| Exercise brief |
If a record below holds a picture, leave the picture out and copy the rest exactly.

| Provided records |
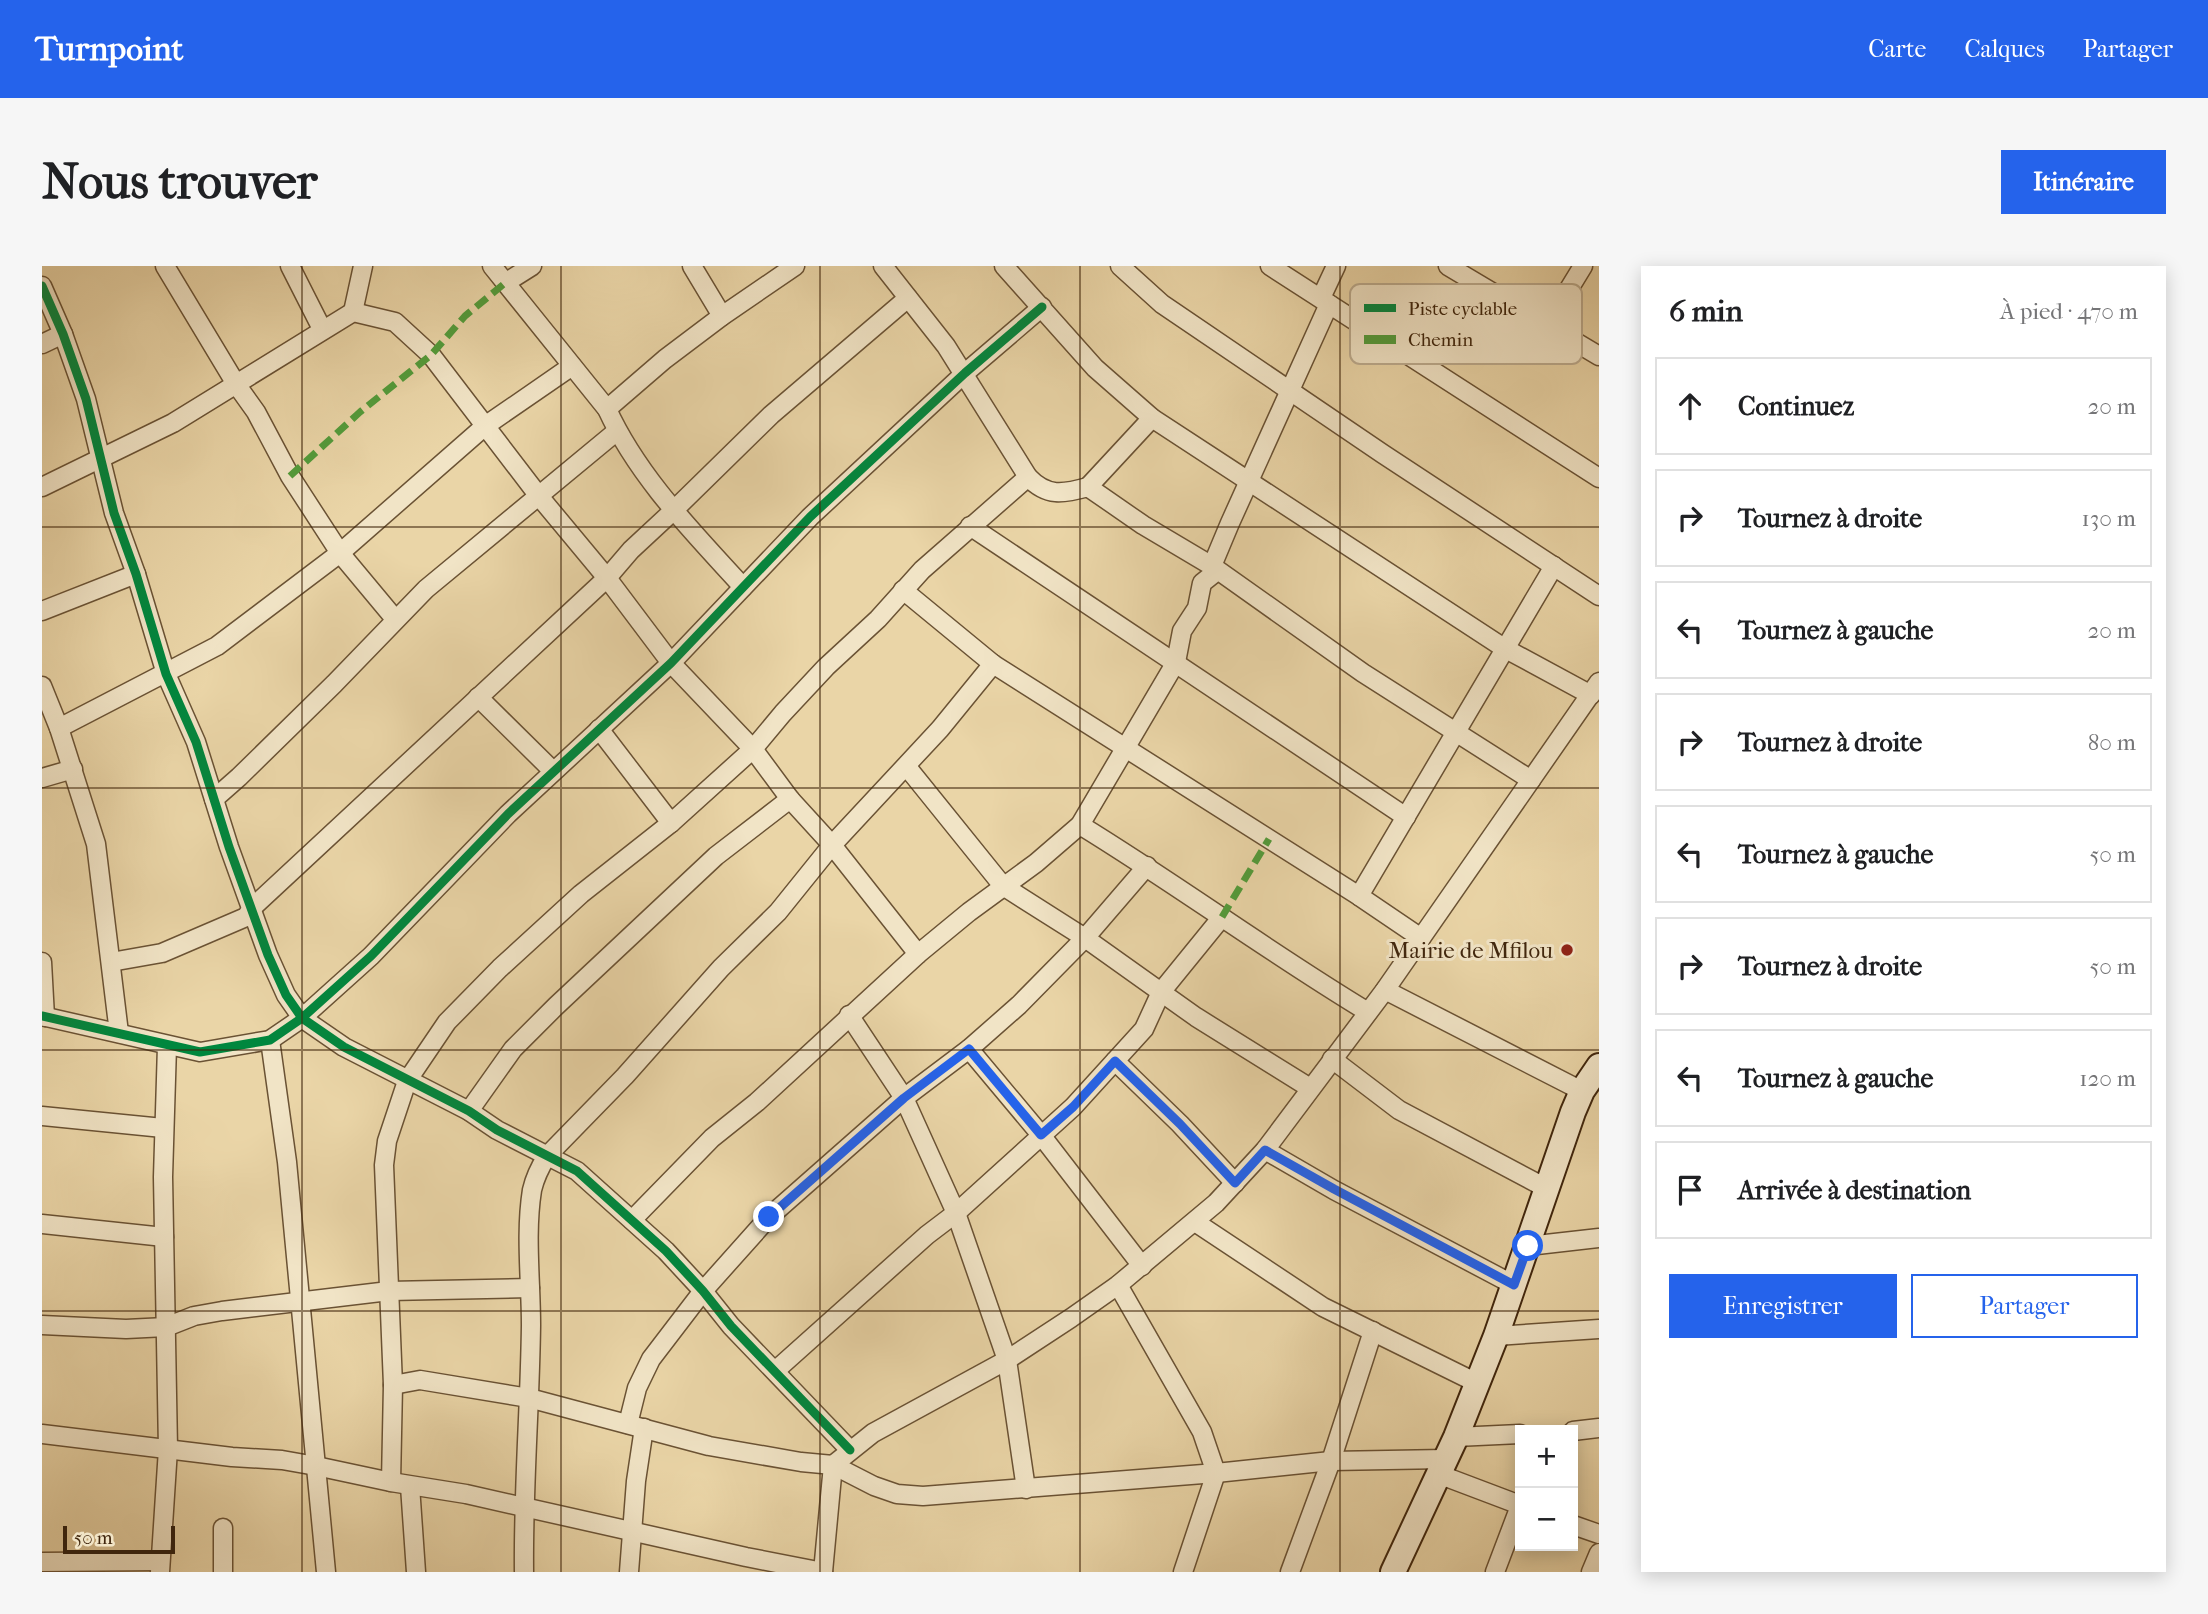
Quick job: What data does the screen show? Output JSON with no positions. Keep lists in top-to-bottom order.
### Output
{
  "places": ["Mairie de Mfilou"],
  "legend": ["Piste cyclable", "Chemin"],
  "scale_bar": "50 m",
  "page": {
    "header": "Turnpoint",
    "nav": ["Carte", "Calques", "Partager"],
    "buttons": [
      "Itinéraire",
      ["Enregistrer", "Partager"]
    ],
    "title": "Nous trouver",
    "heading": ["6 min", "À pied · 470 m"],
    "list": [
      ["Continuez", "20 m"],
      ["Tournez à droite", "130 m"],
      ["Tournez à gauche", "20 m"],
      ["Tournez à droite", "80 m"],
      ["Tournez à gauche", "50 m"],
      ["Tournez à droite", "50 m"],
      ["Tournez à gauche", "120 m"],
      "Arrivée à destination"
    ],
    "map_buttons": ["+", "−"],
    "scale": "50 m"
  }
}
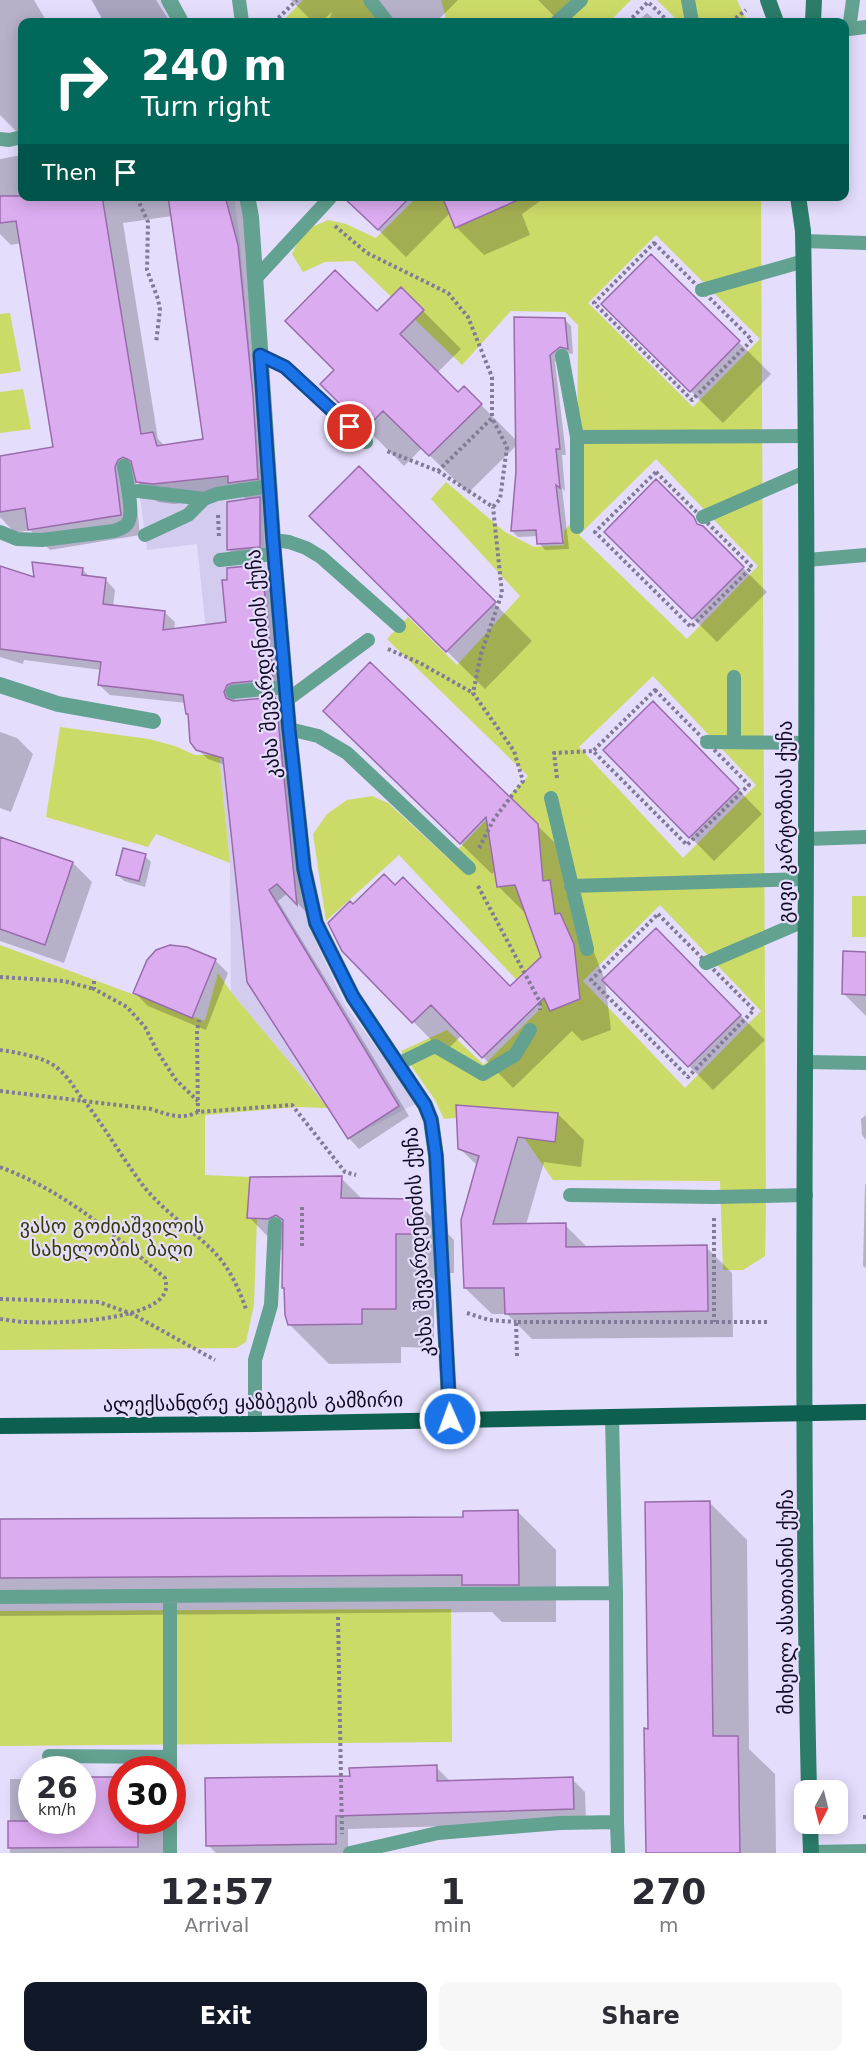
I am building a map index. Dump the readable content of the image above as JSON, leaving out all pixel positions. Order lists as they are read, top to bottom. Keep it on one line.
{"streets":{"main road":["გივი კარტოზიას ქუჩა","ალექსანდრე ყაზბეგის გამზირი","მიხეილ ასათიანის ქუჩა"],"street":["კახა შევარდენიძის ქუჩა"]},"crossings":[["კახა შევარდენიძის ქუჩა","ალექსანდრე ყაზბეგის გამზირი"],["გივი კარტოზიას ქუჩა","ალექსანდრე ყაზბეგის გამზირი"],["გივი კარტოზიას ქუჩა","მიხეილ ასათიანის ქუჩა"],["ალექსანდრე ყაზბეგის გამზირი","მიხეილ ასათიანის ქუჩა"]],"parks":["ვასო გოძიაშვილის სახელობის ბაღი"],"north":"bottom","page":{"turn":["240 m","Turn right"],"then":"Then","speed":"26 km/h","limit":"30","eta":["12:57","Arrival","1","min","270","m"],"buttons":["Exit","Share"]}}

| Reply |
Quick job: What data does the screen show? Output JSON with no positions. Keep lists in top-to-bottom order.
### Output
{
  "places": ["Mairie de Mfilou"],
  "legend": ["Piste cyclable", "Chemin"],
  "scale_bar": "50 m",
  "page": {
    "header": "Turnpoint",
    "nav": ["Carte", "Calques", "Partager"],
    "buttons": [
      "Itinéraire",
      ["Enregistrer", "Partager"]
    ],
    "title": "Nous trouver",
    "heading": ["6 min", "À pied · 470 m"],
    "list": [
      ["Continuez", "20 m"],
      ["Tournez à droite", "130 m"],
      ["Tournez à gauche", "20 m"],
      ["Tournez à droite", "80 m"],
      ["Tournez à gauche", "50 m"],
      ["Tournez à droite", "50 m"],
      ["Tournez à gauche", "120 m"],
      "Arrivée à destination"
    ],
    "map_buttons": ["+", "−"],
    "scale": "50 m"
  }
}
I am building a map index. Dump the readable content of the image above as JSON, leaving out all pixel positions. Order lists as they are read, top to bottom. Keep it on one line.
{"streets":{"main road":["გივი კარტოზიას ქუჩა","ალექსანდრე ყაზბეგის გამზირი","მიხეილ ასათიანის ქუჩა"],"street":["კახა შევარდენიძის ქუჩა"]},"crossings":[["კახა შევარდენიძის ქუჩა","ალექსანდრე ყაზბეგის გამზირი"],["გივი კარტოზიას ქუჩა","ალექსანდრე ყაზბეგის გამზირი"],["გივი კარტოზიას ქუჩა","მიხეილ ასათიანის ქუჩა"],["ალექსანდრე ყაზბეგის გამზირი","მიხეილ ასათიანის ქუჩა"]],"parks":["ვასო გოძიაშვილის სახელობის ბაღი"],"north":"bottom","page":{"turn":["240 m","Turn right"],"then":"Then","speed":"26 km/h","limit":"30","eta":["12:57","Arrival","1","min","270","m"],"buttons":["Exit","Share"]}}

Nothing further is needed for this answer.